Describes, defends, and celebrates the schools and workshops that made the towels, place mats, coverlets, and baby blankets that decorated middle-class homes from the 1900s through the 1940s.
~Journal of Southern History
Alvic has provided a well-documented and comprehensive history of the Appalachian Craft Revival that began in the late nineteenth and early twentieth centuries and continues to the present.
~Shuttle, Spindle & Dyepot
Recovers a lost history of Appalachian weavers. Alvic shows how the development of weaving centers and the revival of weaving became the foundation of the craft revival movement in the region.
~Helen Matthews Lewis
Alvic knows more about the revival of weaving in Southern Appalachia during the missionary era, as well as about the art of weaving, about looms, patterns, dyes, yarns, and the marketing of handwoven fabrics, than anyone I know. She has written a literate, informative, thoroughly researched book about the history of this movement.

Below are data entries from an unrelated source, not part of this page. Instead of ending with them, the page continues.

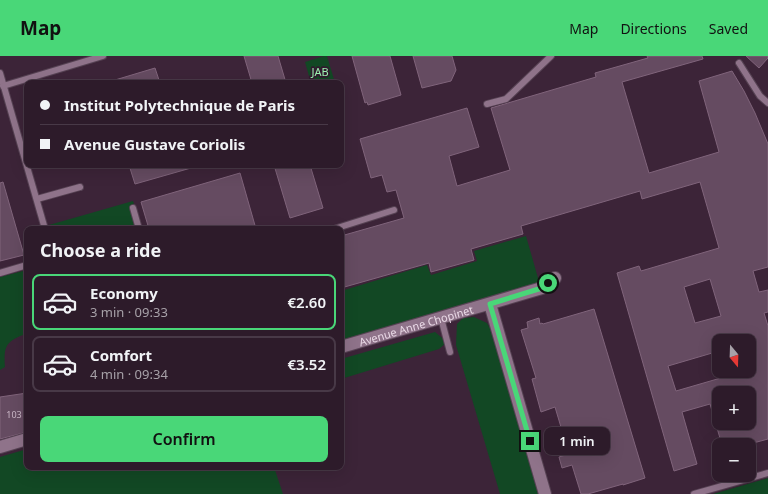 <!DOCTYPE html>
<html lang="en">
<head>
<meta charset="utf-8">
<style>
	body { margin:0; font-family:"Noto Sans",sans-serif; background:#392836; color:#f1f3f6; height:100vh; display:flex; flex-direction:column; font-size:15px; white-space:nowrap }
	* { box-sizing:border-box; margin:0 }
	p { font-size:13px; color:#a7a1a8 }
	.icon { flex:none; width:22px; height:22px; fill:none; stroke:currentColor; stroke-width:2; stroke-linecap:round; stroke-linejoin:round }
	.map { position:relative; flex:1; overflow:hidden }
	.sheet { position:absolute; left:24px; top:170px; width:320px; height:244px; display:flex; flex-direction:column; background:#2d1b2a; border-radius:8px; box-shadow:0 4px 16px #0002,0 0 0 1px #483947 }
	.sheet>* { flex:none }
	.hud { position:absolute; left:24px; top:24px; width:320px; height:88px; border-radius:8px; box-shadow:0 4px 16px #0002,0 0 0 1px #483947; display:grid; align-content:center; height:88px; padding:0 16px; background:#2d1b2a }
	.needle { width:26px; rotate:161deg }
	.buttons { position:absolute; left:712px; top:278px; display:grid; gap:8px }
	.buttons a { display:grid; place-items:center; width:44px; height:44px; border-radius:8px; background:#2d1b2a; box-shadow:0 4px 16px #0002,0 0 0 1px #483947; font-size:20px }
	.end { position:absolute; width:18px; height:18px; margin:-9px; border:5px solid #49d778; background:#111; box-shadow:0 0 0 2px #111 }
	.from { border-radius:50% }
	.bubble { position:absolute; height:28px; border-radius:8px; background:#2d1b2a; box-shadow:0 4px 16px #0002,0 0 0 1px #483947; font-size:13px; font-weight:600; line-height:28px; text-align:center }
	.hud b { display:flex; align-items:center; gap:14px; height:38px; font-size:15px }
	.hud b+b { border-top:1px solid #483947 }
	.hud i { width:10px; height:10px; background:#f1f3f6 }
	ul { padding:0; list-style:none }
	li { display:flex; align-items:center; gap:12px; height:56px; margin:0 8px 6px; padding:0 8px; border:2px solid #483947; border-radius:8px }
	li div { flex:1 }
	li b { display:block; font-size:15px }
	li em { font-style:normal; font-weight:600 }
	li.selected { border-color:#49d778 }
	li>.icon { width:36px; height:36px; stroke-width:1.5 }
	h2 { padding:0 16px; font-size:18px; line-height:48px }
	.button { display:flex; gap:8px; margin-top:auto; padding:8px 16px }
	.button a { flex:1; height:46px; border-radius:8px; background:#49d778; color:#111; font-size:16px; font-weight:600; line-height:46px; text-align:center }
	header { display:flex; align-items:center; gap:24px; box-sizing:border-box; height:56px; padding:0 20px; background:#49d778; color:#111 }
	header strong { font-size:19px }
	nav { display:flex; gap:22px; margin-inline-start:auto; font-size:14px }
	.map>svg:first-child { display:block }
</style>
</head>
<body>
<header>
<strong>Map</strong>
<nav><a>Map</a><a>Directions</a><a>Saved</a></nav>
</header>
<div class="map">
<svg width="768" height="438" viewBox="0 0 768 438">
	<rect width="100%" height="100%" fill="#3c2438"/>
	<g fill="#124824">
		<path d="M324,0H327L335,27H311L305,6Z"/>
		<path d="M133,145L141,173H50L49,169Z"/>
		<path d="M526,180L540,229L341,286V235L427,209L431,219L477,205L474,195Z"/>
		<path d="M27,214V285L25,286L23,279C4,286 4,293 5,311L0,314V221Z"/>
		<path d="M474,261L487,267L494,279L524,382L538,438H500L456,289L457,268L463,262Z"/>
		<path d="M435,276L447,286L439,293L341,323V303Z"/>
		<path d="M27,393V411H274L283,438H0V401Z"/>
		<path d="M768,422V438H713Z"/>
	</g>
	<g fill="#654b61" stroke="#80647b" fill-rule="evenodd">
		<path d="M244,0H278L286,27H252Z"/>
		<path d="M352,0H390L401,39L368,49L367,46L365,47Z"/>
		<path d="M413,0H452L456,14L451,25L422,32Z"/>
		<path d="M647,0H702L703,3L622,26L649,117L719,96L699,25L732,15L744,35L755,57L768,88V211L753,215L759,236L768,234V256L764,257L768,270V383L746,389H722L710,348L682,356L697,408L674,415L617,217L639,210L641,215L719,192L700,126L642,143L640,135L521,170L523,178L471,193L474,204L431,216L429,207L341,232V180L404,162L396,134L387,136L382,119L371,122L360,83L467,52L479,91L449,100L457,130L510,114L491,52L596,21L595,17L648,2ZM710,223L721,260L695,267L684,231ZM719,285H749V315H738V317L676,335L668,310L719,295ZM719,337H749V367H719Z"/>
		<path d="M746,0H768V2L759,12Z"/>
		<path d="M155,12L160,27H115V24Z"/>
		<path d="M129,109H191V112L135,128Z"/>
		<path d="M274,109H310L323,152L290,162Z"/>
		<path d="M240,117L256,173H149L141,146Z"/>
		<path d="M3,126L24,199L0,205V127Z"/>
		<path d="M594,253L645,422L623,429V428L588,438H581L572,409L562,412L559,401L569,398L555,351L541,356L532,323L536,322L521,274L528,272L527,266L539,262L540,268L542,267L543,268Z"/>
		<path d="M27,337V376L0,383V341Z"/>
	</g>
	<g fill="none" stroke-linecap="round" stroke-linejoin="round">
		<defs>
			<g id="lane">
				<path d="M739,7L760,40L768,47"/>
				<path d="M0,17L45,173"/>
				<path d="M3,30L103,0"/>
				<path d="M487,48L506,43L551,0"/>
				<path d="M37,143L80,131"/>
				<path d="M133,152L139,173"/>
				<path d="M334,173L394,154"/>
				<path d="M0,217L27,209"/>
				<path d="M441,262L450,296"/>
				<path d="M694,438L768,417"/>
			</g>
			<g id="street">
				<path d="M490,248L545,438"/>
				<path id="s1" d="M341,291L542,232L555,222"/>
				<path d="M0,391L27,383"/>
			</g>
		</defs>
		<use href="#lane" stroke="#564253" stroke-width="8"/>
		<use href="#street" stroke="#564253" stroke-width="14"/>
		<use href="#lane" stroke="#8f738a" stroke-width="6"/>
		<use href="#street" stroke="#8f738a" stroke-width="12"/>
	</g>
	<g fill="none" stroke-linecap="round" stroke-linejoin="round">
		<path stroke="#49d778" stroke-width="5" d="M530,385L490,248L542,232L548,227"/>
	</g>
	<g text-anchor="middle" dominant-baseline="central" stroke-width="3.5" stroke-linejoin="round" paint-order="stroke">
		<g font-size="9" fill="#c9b6c6">
			<text x="14" y="358">103</text>
		</g>
		<g font-size="11" fill="#9df2b1" stroke="#311a2e">
			<text x="320" y="15">JAB</text>
		</g>
		<g font-size="11" fill="#eadae7" stroke="#311a2e">
			<text stroke="none"><textPath href="#s1" startOffset="78">Avenue Anne Chopinet</textPath></text>
		</g>
	</g>
</svg>
<div class="buttons">
<a><svg class="needle" viewBox="-14 -14 28 28"><path d="M0-13l5 13h-10z" fill="#e53935"/><path d="M0 13l5-13h-10z" fill="#a7a1a8"/></svg></a>
<a>+</a>
<a>−</a>
</div>
<i class="end from" style="left:548px;top:227px"></i>
<i class="end" style="left:530px;top:385px"></i>
<div class="bubble" style="left:544px;top:371px;width:66px">1 min</div>
<div class="hud">
<b><i class="from"></i>Institut Polytechnique de Paris</b>
<b><i></i>Avenue Gustave Coriolis</b>
</div>
<section class="sheet">
<h2>Choose a ride</h2>
<ul>
<li class="selected"><svg class="icon" aria-label="car" viewBox="0 0 24 24"><path d="M5 17H2v-5l4-1 3-4h7l3 4 3 1v5h-3M9 17h6M6 11h13"/><circle cx="7" cy="17" r="2"/><circle cx="17" cy="17" r="2"/></svg><div><b>Economy</b><p>3 min · 09:33</p></div><em>€2.60</em></li>
<li><svg class="icon" aria-label="car" viewBox="0 0 24 24"><path d="M5 17H2v-5l4-1 3-4h7l3 4 3 1v5h-3M9 17h6M6 11h13"/><circle cx="7" cy="17" r="2"/><circle cx="17" cy="17" r="2"/></svg><div><b>Comfort</b><p>4 min · 09:34</p></div><em>€3.52</em></li>
</ul>
<div class="button"><a>Confirm</a></div>
</section>
</div>
</body>
</html>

~Loyal Jones, former director of the Appalachian Center at Berea College
A cornucopia of information about weaving, the crafts revival, benevolent work, and gender in Appalachia.... Scholars in Appalachian studies, women's studies, and folklore, along with weavers and other crafts persons will find this book's arsenal of data indispensable.
~Appalachian Journal
The first book to present the institutional history of weaving in Appalachia.... In addition to contributing an important historical resource, there are other reasons to recommend Weavers of the Southern Highlands. It is meticulously researched and well illustrated with one hundred period photographs. There are also maps, notes, and a comprehensive bibliography.
~Journal of Appalachian Studies
Alvic offers a detailed and in-depth look at the art, craft, history, and business of weaving traditions throughout the region.